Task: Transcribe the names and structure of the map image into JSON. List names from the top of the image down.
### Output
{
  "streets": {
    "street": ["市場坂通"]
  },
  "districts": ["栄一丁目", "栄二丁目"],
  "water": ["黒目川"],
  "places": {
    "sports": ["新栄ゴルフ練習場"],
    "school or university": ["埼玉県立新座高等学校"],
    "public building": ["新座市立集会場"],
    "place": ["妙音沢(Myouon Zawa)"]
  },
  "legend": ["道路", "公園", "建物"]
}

--

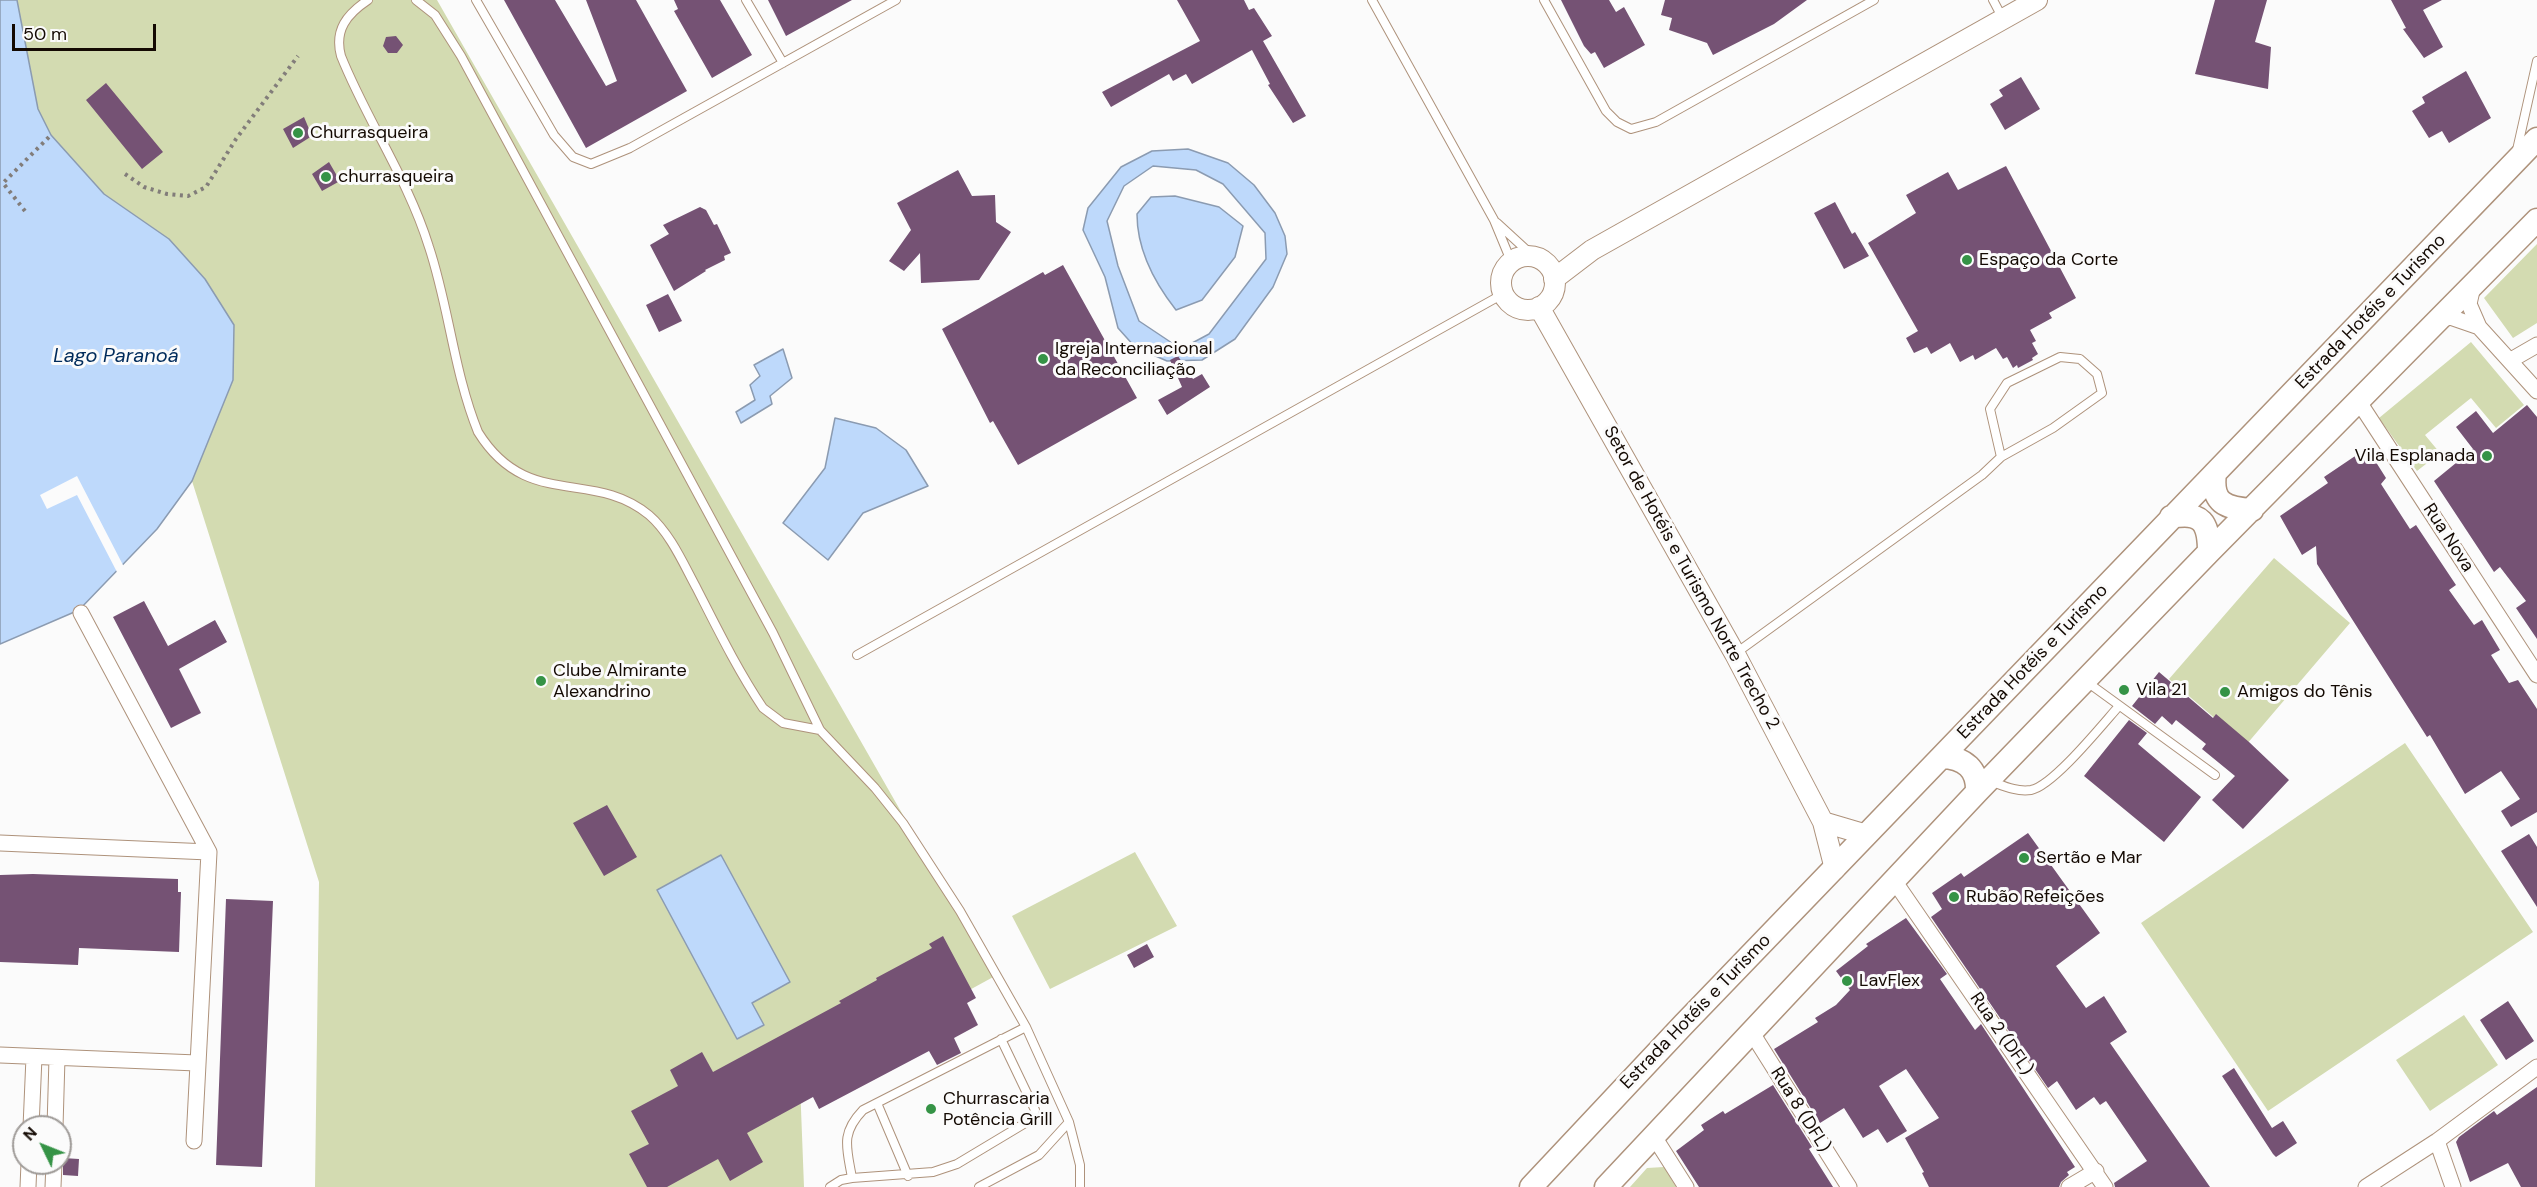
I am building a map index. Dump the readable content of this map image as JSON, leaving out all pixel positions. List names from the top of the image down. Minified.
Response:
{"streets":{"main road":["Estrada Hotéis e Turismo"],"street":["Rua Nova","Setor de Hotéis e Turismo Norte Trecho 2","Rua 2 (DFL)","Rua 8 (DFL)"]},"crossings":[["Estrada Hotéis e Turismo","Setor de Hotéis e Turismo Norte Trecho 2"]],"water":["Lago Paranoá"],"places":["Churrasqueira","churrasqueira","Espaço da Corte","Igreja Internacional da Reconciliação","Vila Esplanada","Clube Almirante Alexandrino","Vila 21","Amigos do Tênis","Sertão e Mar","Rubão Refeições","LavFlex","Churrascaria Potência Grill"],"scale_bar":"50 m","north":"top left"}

---

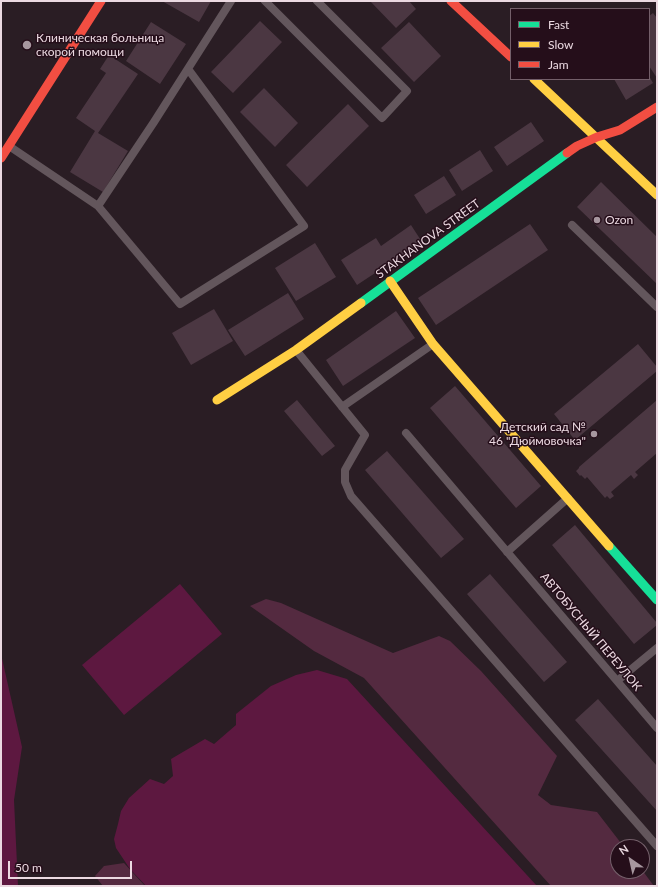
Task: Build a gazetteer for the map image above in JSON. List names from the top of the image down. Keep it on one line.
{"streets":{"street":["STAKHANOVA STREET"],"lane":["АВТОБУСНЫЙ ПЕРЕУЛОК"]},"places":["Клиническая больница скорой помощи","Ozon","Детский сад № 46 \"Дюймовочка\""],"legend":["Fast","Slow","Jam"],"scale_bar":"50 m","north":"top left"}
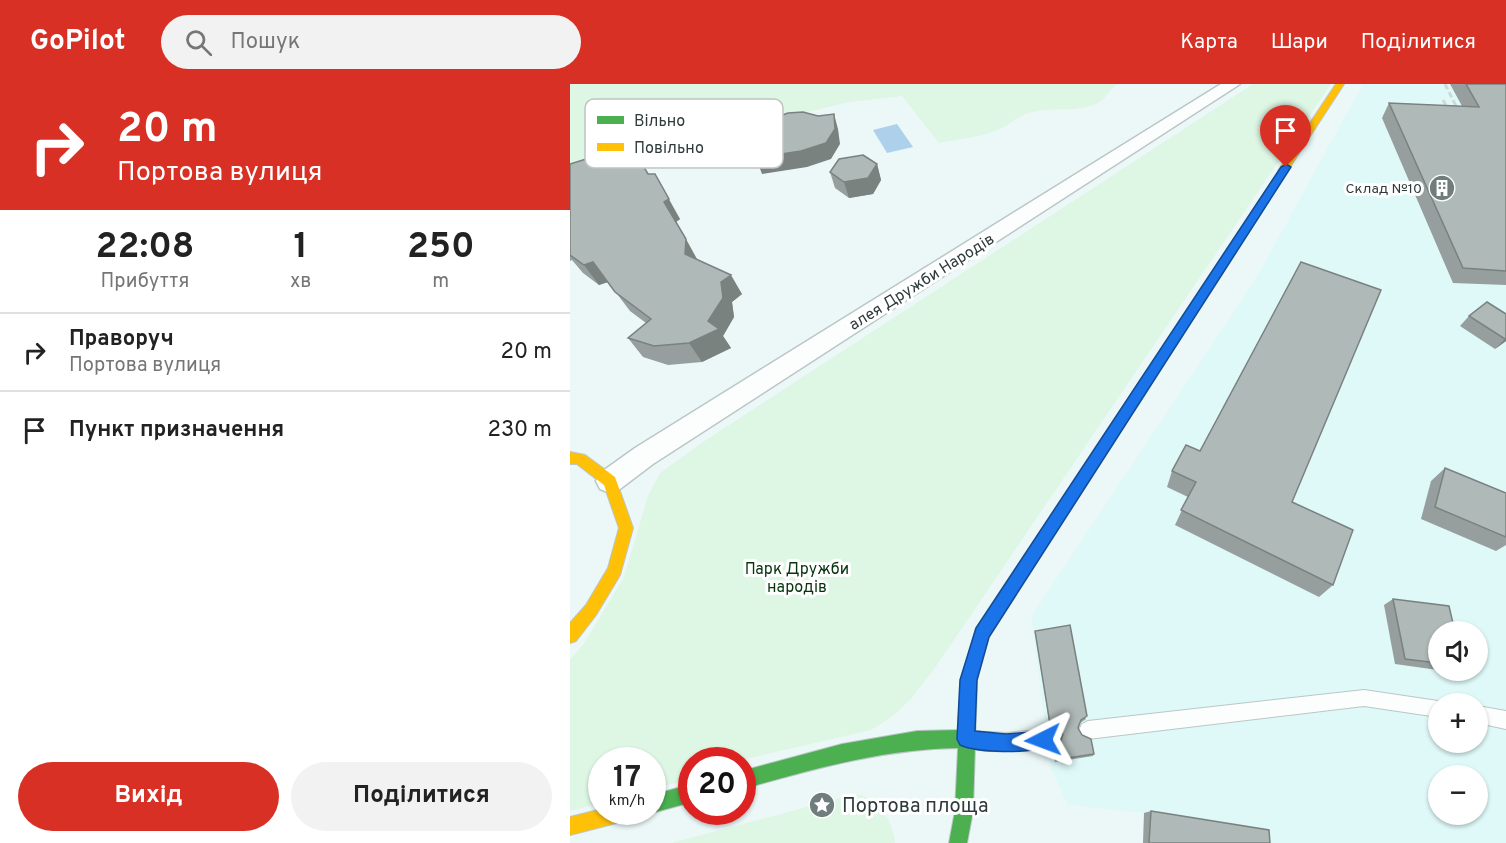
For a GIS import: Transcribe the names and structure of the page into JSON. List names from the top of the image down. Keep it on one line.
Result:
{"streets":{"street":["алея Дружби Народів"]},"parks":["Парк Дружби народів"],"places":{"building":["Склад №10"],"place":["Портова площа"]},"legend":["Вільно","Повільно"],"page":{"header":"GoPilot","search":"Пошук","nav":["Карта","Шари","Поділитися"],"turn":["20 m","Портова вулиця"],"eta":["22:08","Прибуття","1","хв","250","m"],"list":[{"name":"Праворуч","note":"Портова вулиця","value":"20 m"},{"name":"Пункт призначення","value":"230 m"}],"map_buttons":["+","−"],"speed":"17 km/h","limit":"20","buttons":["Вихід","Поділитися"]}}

# Directions
Each line in the material with "into" in it must be reported.

# Task answer
Task: Transcribe the names and structure of the map image into JSON. List names from the top of the image down.
For a GIS import: Transcribe the names and structure of the page into JSON. List names from the top of the image down. Keep it on one line.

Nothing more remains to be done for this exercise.